### TASK DESCRIPTION
Answer with the exact lines of the following material from the one containing "position:absolute; left:462px; top:130px;" through the one containing "position:absolute; left:15px; top:2081px;", both end lines included.

◆ ◆ ◆ ◆ ◆

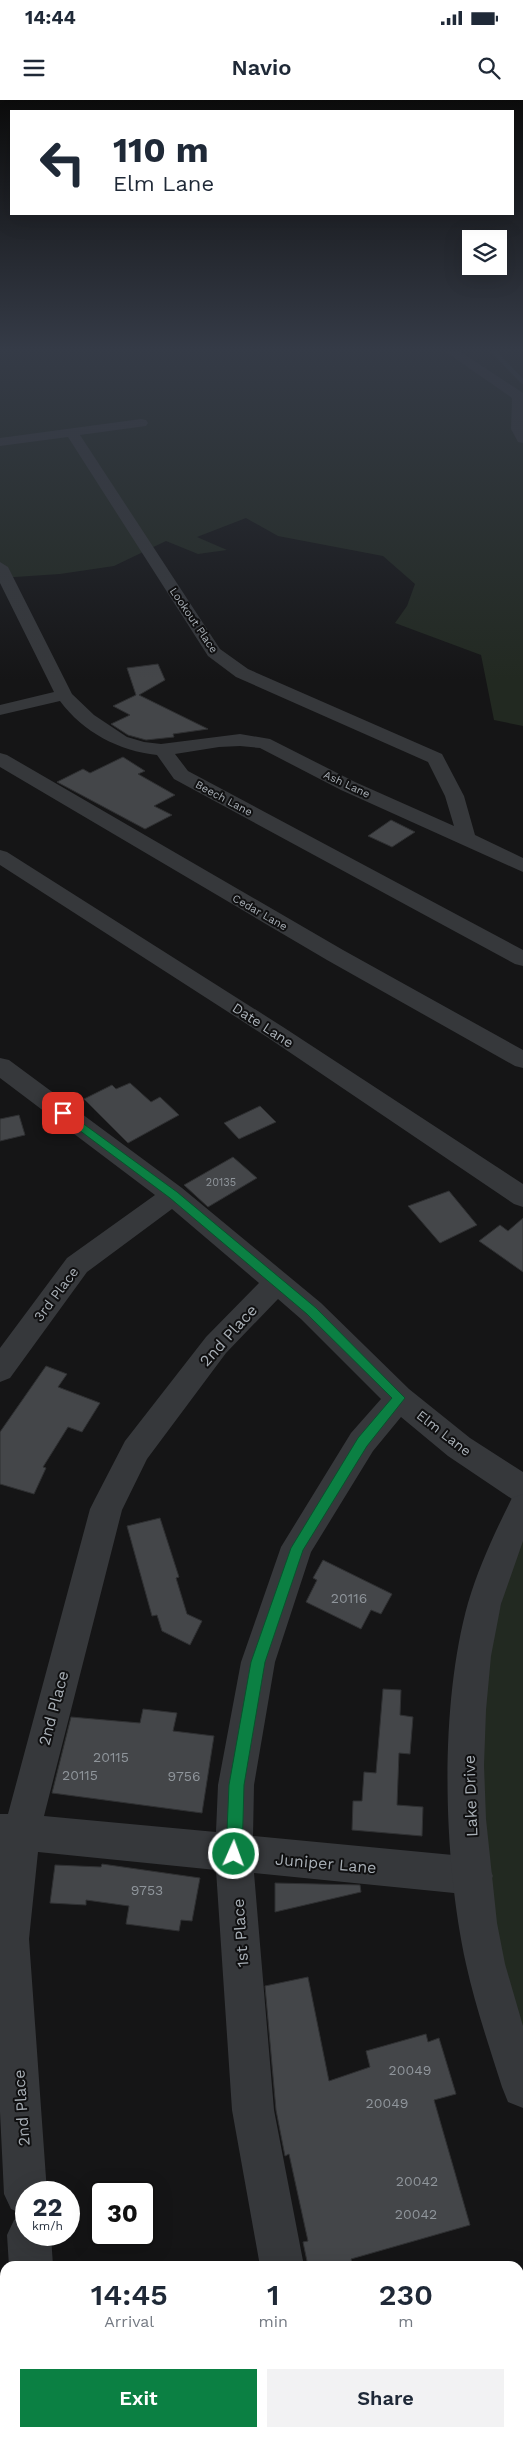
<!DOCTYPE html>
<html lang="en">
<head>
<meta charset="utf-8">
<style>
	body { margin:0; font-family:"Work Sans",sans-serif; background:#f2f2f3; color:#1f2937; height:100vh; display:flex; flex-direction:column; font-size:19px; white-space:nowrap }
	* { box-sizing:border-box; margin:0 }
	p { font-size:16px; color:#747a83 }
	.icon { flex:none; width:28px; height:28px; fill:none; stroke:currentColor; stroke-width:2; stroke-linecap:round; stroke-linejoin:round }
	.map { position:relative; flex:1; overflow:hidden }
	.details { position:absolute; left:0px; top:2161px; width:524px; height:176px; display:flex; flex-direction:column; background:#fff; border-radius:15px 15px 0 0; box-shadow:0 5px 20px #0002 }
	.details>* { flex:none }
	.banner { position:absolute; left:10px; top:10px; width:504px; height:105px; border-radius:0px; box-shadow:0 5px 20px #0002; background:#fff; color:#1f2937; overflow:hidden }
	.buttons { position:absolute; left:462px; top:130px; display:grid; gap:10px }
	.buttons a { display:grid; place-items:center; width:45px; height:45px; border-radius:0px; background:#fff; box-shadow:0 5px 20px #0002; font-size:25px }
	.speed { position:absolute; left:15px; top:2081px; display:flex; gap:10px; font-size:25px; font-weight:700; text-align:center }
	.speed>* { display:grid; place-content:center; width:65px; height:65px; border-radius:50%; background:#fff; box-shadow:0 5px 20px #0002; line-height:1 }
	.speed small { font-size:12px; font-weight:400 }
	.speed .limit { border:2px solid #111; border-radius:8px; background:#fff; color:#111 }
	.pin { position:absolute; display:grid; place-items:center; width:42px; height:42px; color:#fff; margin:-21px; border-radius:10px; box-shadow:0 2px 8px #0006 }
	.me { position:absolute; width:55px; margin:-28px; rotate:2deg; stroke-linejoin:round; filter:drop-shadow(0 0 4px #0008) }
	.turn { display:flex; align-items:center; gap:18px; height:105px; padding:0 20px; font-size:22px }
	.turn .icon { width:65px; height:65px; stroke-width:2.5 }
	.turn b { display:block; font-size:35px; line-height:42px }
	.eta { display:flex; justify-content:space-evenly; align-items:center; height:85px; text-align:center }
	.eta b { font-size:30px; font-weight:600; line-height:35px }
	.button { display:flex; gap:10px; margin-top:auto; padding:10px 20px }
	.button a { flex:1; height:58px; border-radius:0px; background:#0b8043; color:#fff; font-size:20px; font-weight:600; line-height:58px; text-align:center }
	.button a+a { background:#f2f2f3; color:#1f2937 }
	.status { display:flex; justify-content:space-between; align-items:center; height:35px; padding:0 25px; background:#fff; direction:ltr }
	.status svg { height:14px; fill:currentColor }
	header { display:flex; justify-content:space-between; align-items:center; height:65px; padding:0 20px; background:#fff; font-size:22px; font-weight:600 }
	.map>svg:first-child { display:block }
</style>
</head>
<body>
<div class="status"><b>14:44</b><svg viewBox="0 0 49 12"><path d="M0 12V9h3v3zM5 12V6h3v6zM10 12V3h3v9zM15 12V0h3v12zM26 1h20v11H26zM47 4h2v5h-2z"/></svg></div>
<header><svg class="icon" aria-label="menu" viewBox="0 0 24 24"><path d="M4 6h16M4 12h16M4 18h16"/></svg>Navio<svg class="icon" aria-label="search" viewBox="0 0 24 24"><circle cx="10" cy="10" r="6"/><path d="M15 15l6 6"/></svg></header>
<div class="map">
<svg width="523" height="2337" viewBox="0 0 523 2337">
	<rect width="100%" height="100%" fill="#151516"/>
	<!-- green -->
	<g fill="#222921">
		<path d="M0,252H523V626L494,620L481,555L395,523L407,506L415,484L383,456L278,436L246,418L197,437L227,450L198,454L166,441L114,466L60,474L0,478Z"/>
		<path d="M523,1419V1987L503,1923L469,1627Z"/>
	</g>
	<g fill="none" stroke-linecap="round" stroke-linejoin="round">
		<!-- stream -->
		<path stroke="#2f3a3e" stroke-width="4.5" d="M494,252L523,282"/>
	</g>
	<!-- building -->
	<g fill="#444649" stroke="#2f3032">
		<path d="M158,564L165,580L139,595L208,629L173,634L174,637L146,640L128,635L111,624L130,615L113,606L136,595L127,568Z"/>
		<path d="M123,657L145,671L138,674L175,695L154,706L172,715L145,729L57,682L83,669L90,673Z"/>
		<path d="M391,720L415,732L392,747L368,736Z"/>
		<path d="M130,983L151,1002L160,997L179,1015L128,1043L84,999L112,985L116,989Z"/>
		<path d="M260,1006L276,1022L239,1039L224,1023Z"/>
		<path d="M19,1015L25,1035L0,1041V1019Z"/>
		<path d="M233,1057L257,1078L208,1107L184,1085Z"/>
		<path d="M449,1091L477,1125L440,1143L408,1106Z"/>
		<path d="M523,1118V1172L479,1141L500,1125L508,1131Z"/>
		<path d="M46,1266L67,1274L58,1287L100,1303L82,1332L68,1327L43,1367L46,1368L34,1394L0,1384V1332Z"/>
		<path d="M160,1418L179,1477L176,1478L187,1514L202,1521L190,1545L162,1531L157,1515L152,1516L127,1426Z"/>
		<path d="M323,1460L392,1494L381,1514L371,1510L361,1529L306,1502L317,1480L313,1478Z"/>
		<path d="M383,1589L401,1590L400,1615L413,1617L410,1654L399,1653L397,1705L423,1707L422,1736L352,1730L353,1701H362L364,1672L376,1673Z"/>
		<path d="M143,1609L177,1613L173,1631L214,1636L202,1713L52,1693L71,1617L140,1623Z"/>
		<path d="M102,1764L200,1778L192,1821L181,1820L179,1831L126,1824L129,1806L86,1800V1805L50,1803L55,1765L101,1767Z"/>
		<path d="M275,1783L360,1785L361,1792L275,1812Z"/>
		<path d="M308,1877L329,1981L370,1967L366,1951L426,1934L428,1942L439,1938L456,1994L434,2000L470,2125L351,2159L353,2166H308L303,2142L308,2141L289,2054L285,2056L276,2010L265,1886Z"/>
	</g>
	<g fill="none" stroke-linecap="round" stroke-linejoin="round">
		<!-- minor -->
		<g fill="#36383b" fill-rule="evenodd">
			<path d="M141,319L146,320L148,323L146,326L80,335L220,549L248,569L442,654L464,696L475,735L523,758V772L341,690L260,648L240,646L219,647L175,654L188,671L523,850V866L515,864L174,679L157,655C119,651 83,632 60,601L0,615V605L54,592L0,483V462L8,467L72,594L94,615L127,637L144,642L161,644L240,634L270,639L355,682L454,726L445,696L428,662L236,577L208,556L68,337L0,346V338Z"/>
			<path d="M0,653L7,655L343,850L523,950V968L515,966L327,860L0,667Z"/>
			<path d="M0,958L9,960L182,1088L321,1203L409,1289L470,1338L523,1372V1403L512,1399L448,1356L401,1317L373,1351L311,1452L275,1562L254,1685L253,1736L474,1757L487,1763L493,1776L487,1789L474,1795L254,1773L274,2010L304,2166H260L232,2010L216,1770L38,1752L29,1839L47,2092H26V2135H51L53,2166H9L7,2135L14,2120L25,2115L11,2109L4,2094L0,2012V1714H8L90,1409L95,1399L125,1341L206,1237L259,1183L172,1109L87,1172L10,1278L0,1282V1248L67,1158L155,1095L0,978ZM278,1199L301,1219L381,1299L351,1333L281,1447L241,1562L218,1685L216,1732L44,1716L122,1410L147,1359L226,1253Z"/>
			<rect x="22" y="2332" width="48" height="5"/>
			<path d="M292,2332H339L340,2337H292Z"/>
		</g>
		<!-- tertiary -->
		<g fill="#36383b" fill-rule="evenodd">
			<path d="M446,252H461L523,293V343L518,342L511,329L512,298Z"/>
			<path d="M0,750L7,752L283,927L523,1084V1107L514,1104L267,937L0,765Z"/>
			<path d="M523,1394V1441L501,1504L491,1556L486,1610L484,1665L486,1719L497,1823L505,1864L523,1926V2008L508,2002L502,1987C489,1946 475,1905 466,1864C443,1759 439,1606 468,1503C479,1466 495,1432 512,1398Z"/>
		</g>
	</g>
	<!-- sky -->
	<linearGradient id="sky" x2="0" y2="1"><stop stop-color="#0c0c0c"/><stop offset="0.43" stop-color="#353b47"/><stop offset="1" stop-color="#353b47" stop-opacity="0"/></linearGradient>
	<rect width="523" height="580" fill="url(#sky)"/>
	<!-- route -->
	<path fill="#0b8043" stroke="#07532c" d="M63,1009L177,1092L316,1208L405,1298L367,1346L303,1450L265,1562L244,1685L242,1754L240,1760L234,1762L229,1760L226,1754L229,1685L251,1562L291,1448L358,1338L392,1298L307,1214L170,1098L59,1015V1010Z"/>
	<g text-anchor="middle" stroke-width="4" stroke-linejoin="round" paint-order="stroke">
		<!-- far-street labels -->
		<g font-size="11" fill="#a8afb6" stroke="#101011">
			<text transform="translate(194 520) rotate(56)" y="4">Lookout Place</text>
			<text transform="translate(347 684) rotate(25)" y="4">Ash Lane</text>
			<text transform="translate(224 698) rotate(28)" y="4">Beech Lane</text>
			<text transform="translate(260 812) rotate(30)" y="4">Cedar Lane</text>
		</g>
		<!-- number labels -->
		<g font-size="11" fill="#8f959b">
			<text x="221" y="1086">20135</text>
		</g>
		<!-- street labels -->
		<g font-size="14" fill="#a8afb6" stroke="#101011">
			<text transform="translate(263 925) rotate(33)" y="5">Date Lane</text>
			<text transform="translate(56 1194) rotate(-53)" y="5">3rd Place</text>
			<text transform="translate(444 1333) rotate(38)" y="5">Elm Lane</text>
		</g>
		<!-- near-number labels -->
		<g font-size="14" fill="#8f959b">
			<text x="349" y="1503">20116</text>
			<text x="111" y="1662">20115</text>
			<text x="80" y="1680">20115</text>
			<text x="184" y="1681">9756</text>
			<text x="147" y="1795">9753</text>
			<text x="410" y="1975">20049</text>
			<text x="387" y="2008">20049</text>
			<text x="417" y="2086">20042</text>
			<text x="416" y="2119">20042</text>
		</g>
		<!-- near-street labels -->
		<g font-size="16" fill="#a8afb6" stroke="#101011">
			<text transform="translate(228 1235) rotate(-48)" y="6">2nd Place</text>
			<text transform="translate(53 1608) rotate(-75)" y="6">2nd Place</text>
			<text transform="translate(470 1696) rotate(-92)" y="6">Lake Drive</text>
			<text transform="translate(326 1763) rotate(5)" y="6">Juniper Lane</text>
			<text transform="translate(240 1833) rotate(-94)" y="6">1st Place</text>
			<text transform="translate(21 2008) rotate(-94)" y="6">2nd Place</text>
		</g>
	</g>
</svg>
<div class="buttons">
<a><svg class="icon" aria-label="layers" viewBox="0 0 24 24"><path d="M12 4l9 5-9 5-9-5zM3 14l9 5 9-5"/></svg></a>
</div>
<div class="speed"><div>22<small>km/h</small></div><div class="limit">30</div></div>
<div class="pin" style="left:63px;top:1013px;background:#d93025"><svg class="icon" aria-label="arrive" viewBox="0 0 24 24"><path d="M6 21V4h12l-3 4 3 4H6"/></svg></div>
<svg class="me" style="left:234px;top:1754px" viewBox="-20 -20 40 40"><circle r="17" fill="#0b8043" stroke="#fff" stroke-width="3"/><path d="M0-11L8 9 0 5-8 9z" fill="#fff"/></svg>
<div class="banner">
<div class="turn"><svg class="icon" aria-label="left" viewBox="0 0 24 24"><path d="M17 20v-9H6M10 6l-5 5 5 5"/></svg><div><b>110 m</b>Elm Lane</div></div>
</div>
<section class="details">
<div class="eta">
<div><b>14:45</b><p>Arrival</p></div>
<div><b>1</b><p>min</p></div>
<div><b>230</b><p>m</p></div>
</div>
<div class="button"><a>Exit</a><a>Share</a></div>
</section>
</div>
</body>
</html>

◆ ◆ ◆ ◆ ◆

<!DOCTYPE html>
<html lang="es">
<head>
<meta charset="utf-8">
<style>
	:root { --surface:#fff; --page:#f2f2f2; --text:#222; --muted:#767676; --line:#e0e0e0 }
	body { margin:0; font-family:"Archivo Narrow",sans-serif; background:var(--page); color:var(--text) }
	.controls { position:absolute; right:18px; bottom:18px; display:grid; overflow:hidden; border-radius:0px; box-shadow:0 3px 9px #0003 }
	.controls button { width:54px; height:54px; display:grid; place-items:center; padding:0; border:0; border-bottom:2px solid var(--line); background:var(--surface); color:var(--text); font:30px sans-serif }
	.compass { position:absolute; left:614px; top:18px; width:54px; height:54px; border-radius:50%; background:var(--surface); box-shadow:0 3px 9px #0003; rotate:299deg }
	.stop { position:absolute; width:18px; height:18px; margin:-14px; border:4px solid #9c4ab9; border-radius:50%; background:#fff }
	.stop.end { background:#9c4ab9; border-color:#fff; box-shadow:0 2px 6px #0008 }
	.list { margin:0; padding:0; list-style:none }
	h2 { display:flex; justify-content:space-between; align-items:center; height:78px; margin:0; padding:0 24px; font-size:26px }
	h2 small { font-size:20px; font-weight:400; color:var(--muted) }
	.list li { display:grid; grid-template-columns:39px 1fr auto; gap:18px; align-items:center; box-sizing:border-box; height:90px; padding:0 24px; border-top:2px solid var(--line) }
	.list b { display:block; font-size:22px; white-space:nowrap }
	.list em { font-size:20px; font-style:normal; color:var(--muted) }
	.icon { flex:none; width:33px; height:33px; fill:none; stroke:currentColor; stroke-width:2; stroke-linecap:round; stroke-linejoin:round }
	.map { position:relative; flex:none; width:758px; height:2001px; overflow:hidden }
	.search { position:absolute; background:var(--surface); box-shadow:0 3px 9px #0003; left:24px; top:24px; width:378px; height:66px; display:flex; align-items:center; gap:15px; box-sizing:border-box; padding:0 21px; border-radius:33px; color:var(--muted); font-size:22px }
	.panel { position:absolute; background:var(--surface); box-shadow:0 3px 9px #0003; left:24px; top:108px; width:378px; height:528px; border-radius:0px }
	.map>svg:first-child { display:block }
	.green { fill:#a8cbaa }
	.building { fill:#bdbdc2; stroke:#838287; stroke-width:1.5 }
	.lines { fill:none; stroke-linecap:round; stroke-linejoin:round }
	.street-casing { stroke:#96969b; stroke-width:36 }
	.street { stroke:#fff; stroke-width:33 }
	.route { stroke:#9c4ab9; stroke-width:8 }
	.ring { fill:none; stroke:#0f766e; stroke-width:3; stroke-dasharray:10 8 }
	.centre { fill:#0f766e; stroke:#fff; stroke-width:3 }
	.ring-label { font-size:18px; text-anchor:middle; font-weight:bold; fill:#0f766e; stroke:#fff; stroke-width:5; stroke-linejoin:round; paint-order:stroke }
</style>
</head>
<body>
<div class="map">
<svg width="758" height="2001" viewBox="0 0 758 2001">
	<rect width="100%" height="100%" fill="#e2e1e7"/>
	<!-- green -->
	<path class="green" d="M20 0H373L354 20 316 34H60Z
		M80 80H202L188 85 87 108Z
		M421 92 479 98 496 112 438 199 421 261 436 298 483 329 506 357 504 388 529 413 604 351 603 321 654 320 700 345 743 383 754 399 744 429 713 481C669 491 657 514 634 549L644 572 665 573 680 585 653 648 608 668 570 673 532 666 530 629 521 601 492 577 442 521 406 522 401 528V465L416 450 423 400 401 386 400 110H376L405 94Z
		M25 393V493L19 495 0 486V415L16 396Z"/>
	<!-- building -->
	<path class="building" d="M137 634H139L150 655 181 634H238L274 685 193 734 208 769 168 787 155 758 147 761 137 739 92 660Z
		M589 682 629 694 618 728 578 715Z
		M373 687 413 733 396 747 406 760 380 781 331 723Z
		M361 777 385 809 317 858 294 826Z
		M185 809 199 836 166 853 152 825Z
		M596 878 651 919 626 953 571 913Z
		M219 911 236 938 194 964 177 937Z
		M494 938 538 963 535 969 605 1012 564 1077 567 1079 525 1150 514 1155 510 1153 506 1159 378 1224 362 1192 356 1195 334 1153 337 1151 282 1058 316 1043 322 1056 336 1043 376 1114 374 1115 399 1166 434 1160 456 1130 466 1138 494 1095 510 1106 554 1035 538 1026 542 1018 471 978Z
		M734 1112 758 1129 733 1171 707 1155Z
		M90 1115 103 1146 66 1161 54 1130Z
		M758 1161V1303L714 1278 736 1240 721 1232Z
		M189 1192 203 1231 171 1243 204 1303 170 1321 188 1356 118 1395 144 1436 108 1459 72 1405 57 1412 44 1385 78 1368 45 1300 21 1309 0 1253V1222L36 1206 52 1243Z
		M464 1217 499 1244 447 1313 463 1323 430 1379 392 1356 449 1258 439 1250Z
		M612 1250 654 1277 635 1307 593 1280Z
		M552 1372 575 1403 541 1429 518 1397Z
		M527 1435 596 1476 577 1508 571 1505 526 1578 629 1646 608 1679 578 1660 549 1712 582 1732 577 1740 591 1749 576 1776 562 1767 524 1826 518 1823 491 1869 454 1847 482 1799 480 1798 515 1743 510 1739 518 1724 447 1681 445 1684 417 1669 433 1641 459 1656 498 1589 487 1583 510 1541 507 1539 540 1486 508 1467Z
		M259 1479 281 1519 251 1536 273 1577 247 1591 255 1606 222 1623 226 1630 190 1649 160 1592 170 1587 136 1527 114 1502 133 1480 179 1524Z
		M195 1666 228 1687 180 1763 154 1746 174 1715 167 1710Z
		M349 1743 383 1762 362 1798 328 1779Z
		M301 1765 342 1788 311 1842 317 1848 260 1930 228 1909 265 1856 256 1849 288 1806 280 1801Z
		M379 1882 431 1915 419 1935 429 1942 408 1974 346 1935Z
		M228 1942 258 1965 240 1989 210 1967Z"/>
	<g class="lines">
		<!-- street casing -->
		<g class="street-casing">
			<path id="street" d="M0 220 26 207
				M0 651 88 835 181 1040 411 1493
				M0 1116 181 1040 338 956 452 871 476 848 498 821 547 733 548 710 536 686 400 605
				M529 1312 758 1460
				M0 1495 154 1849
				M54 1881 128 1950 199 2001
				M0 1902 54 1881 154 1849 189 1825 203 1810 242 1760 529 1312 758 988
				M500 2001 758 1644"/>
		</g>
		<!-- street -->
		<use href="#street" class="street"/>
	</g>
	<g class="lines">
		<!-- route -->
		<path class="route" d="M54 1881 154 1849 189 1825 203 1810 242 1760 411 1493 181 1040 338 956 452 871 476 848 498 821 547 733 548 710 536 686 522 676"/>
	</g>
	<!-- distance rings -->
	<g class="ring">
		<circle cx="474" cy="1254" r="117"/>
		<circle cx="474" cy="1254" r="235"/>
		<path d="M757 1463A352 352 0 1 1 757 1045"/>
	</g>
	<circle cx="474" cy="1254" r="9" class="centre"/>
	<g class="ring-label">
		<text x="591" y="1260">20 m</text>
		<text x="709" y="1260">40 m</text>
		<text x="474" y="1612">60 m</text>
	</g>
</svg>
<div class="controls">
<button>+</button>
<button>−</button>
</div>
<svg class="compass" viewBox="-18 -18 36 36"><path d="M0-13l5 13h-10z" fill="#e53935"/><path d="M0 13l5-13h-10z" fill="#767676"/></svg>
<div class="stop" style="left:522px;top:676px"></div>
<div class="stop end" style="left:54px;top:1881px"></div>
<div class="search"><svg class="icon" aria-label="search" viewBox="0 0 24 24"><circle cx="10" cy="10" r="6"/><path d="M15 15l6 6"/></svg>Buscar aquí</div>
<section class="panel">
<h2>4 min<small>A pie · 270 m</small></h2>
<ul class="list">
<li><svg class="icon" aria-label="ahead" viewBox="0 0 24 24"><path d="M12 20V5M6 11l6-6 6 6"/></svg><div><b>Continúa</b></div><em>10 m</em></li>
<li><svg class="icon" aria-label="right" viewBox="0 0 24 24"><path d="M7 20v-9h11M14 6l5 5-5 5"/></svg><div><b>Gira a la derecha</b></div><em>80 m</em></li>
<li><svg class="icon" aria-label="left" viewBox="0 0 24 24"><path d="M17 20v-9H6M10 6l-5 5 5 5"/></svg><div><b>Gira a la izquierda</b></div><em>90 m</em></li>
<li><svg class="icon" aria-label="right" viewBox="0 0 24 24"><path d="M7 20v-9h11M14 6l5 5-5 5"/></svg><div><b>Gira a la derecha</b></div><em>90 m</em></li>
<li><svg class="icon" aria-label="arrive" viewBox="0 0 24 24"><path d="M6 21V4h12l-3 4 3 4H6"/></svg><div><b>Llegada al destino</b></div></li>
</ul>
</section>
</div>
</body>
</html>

◆ ◆ ◆ ◆ ◆

### EXERCISE SOLUTION
	.buttons { position:absolute; left:462px; top:130px; display:grid; gap:10px }
	.buttons a { display:grid; place-items:center; width:45px; height:45px; border-radius:0px; background:#fff; box-shadow:0 5px 20px #0002; font-size:25px }
	.speed { position:absolute; left:15px; top:2081px; display:flex; gap:10px; font-size:25px; font-weight:700; text-align:center }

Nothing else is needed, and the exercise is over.